The film, financed by right-wing politician Geert Wilders, will reveal the Koran as a source of "inspiration for intolerance, murder and terror," Wilders said.
The anticipated screening has already sparked international protests. Although no one has seen the film yet, there are rumors Wilders will tear up or burn the Koran in it. If that was true, Ahmad Badr al-Din Hassoun, the Grand Mufti of Syria, said earlier this month at the European Parliament in Strasbourg, "this will simply mean he is inciting wars and bloodshed. ... It is the responsibility of the Dutch people to stop him."
On Monday, an Iranian lawmaker warned The Hague not to allow the screening of the film.
"If the Netherlands will allow the broadcast of this movie, the Iranian Parliament will request to reconsider our relationship with (the Dutch government)," said Alaeddin Boroujerdi, head of the Iranian security and foreign policy commission, according to Iran's federal news agency IRNA. "In Iran, insulting Islam is a very sensitive matter and if the movie is broadcast it will arouse a wave of popular hate that will be directed towards any government that insults Islam."
The Dutch government seems to think in the same terms. It fears a crisis similar to the one sparked by the publication of cartoons depicting the Prophet Mohammad in Danish -- and later European -- newspapers two years ago, when Danish products were boycotted, Danish embassies set on fire and dozens of people died in violent protests all over the world.
To be prepared for all eventualities, the Dutch government over the past days summoned its key ministers and officials linked to security issues. The Hague has compiled a secret document (which the Dutch media said it has obtained) detailing emergency measures in case of riots or attacks, including short-term evacuations of Dutch embassies and citizens from the Middle East. Apparently, imams in several large Dutch cities have already had to calm Muslims angry over the news of the film.
"We are ready to react quickly, it is our role to be prepared for calamities," Dutch Prime Minister Jan-Peter Balkenende told journalists at his weekly news briefing.
While a state-funded TV station has already recalled its promise to air the movie, Wilders, the most prominent member of the far-right Freedom Party, or VVD, has vowed to broadcast his film -- on a smaller TV station or on the Internet via YouTube -- whatever the pressure may be.

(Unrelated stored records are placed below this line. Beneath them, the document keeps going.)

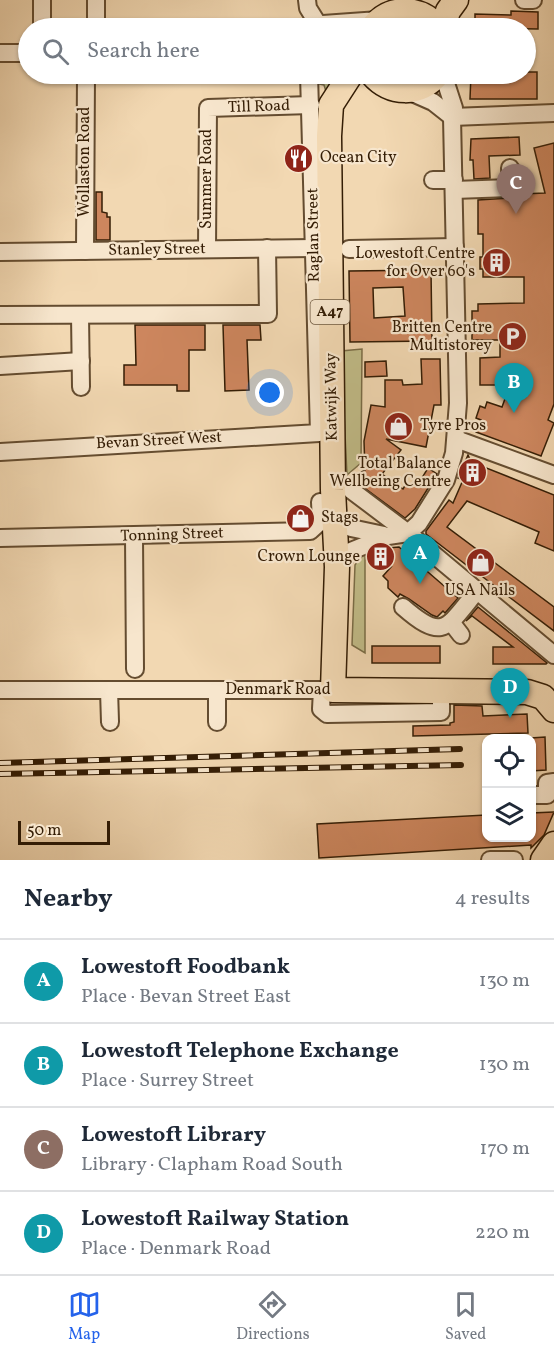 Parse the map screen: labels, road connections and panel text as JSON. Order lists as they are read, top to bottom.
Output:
{
  "streets": {
    "highway": ["A47", "Katwijk Way", "Denmark Road"],
    "street": [
      "Till Road",
      "Wollaston Road",
      "Summer Road",
      "Raglan Street",
      "Stanley Street",
      "Bevan Street West",
      "Tonning Street"
    ]
  },
  "crossings": [
    ["Till Road", "Summer Road"],
    ["Till Road", "Raglan Street"],
    ["Till Road", "Katwijk Way"],
    ["Wollaston Road", "Stanley Street"],
    ["Summer Road", "Stanley Street"],
    ["Raglan Street", "Stanley Street"],
    ["Raglan Street", "Katwijk Way"],
    ["Raglan Street", "Bevan Street West"],
    ["Katwijk Way", "Tonning Street"],
    ["Katwijk Way", "Denmark Road"]
  ],
  "places": {
    "restaurant": ["Ocean City"],
    "building": ["Lowestoft Centre for Over 60's", "Total Balance Wellbeing Centre", "Crown Lounge"],
    "parking": ["Britten Centre Multistorey"],
    "shop": ["Tyre Pros", "Stags", "USA Nails"]
  },
  "scale_bar": "50 m",
  "page": {
    "search": "Search here",
    "pins": [
      "C",
      "B",
      "A",
      "D"
    ],
    "scale": "50 m",
    "heading": ["Nearby", "4 results"],
    "list": [
      {
        "mark": "A",
        "name": "Lowestoft Foodbank",
        "note": "Place · Bevan Street East",
        "value": "130 m"
      },
      {
        "mark": "B",
        "name": "Lowestoft Telephone Exchange",
        "note": "Place · Surrey Street",
        "value": "130 m"
      },
      {
        "mark": "C",
        "name": "Lowestoft Library",
        "note": "Library · Clapham Road South",
        "value": "170 m"
      },
      {
        "mark": "D",
        "name": "Lowestoft Railway Station",
        "note": "Place · Denmark Road",
        "value": "220 m"
      }
    ],
    "nav": ["Map", "Directions", "Saved"]
  }
}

The Netherlands has had a history of violence connected to anti-Islam statements, and thus, officials there are particularly vigilant.
In November 2004 in Amsterdam, a Dutch teenager from Moroccan descent stabbed to death and nearly decapitated the filmmaker Theo Van Gogh after the airing of his controversial film "Submission," which criticized the suppression of women in Islamic culture.
Van Gogh had made the film together with prominent Somalia-born Islam critic Ayaan Hirsi Ali, then a Dutch lawmaker, who lives in self-imposed exile in Washington. Yet even Hirsi Ali has criticized Wilder's film as provocative and warned the Dutch government not to leave the field of debating integration of immigrants to extremists.
Wilders, however, has managed to grab all the headlines. The 42-year-old, infamous for his big platinum blond hair, sees himself as continuing the struggle of the late right-wing populist politician Pim Fortuyn, who was shot in 2002 by an animal-rights activist.
Wilders in the past years raised eyebrows with very controversial statements concerning Islam, saying the Koran was inciting hatred and fascism, and warning of an Islamization that was washing over the Netherlands like "a tsunami."
Dutch embassies all over the world have been told to highlight that the Dutch government is not backing the message of the film or any of Wilders' statements. While Prime Minister Jan-Peter Balkenende fears that the film is able to "threaten the public order, the security and our economy," he said he cannot and does not want to censor the movie, citing the country's tradition of free speech.
At the same time, there is Holland's "tradition of respect, tolerance and responsibility. And absurd insults of certain groups are not part of that," Balkenende said in reference to Wilders' film.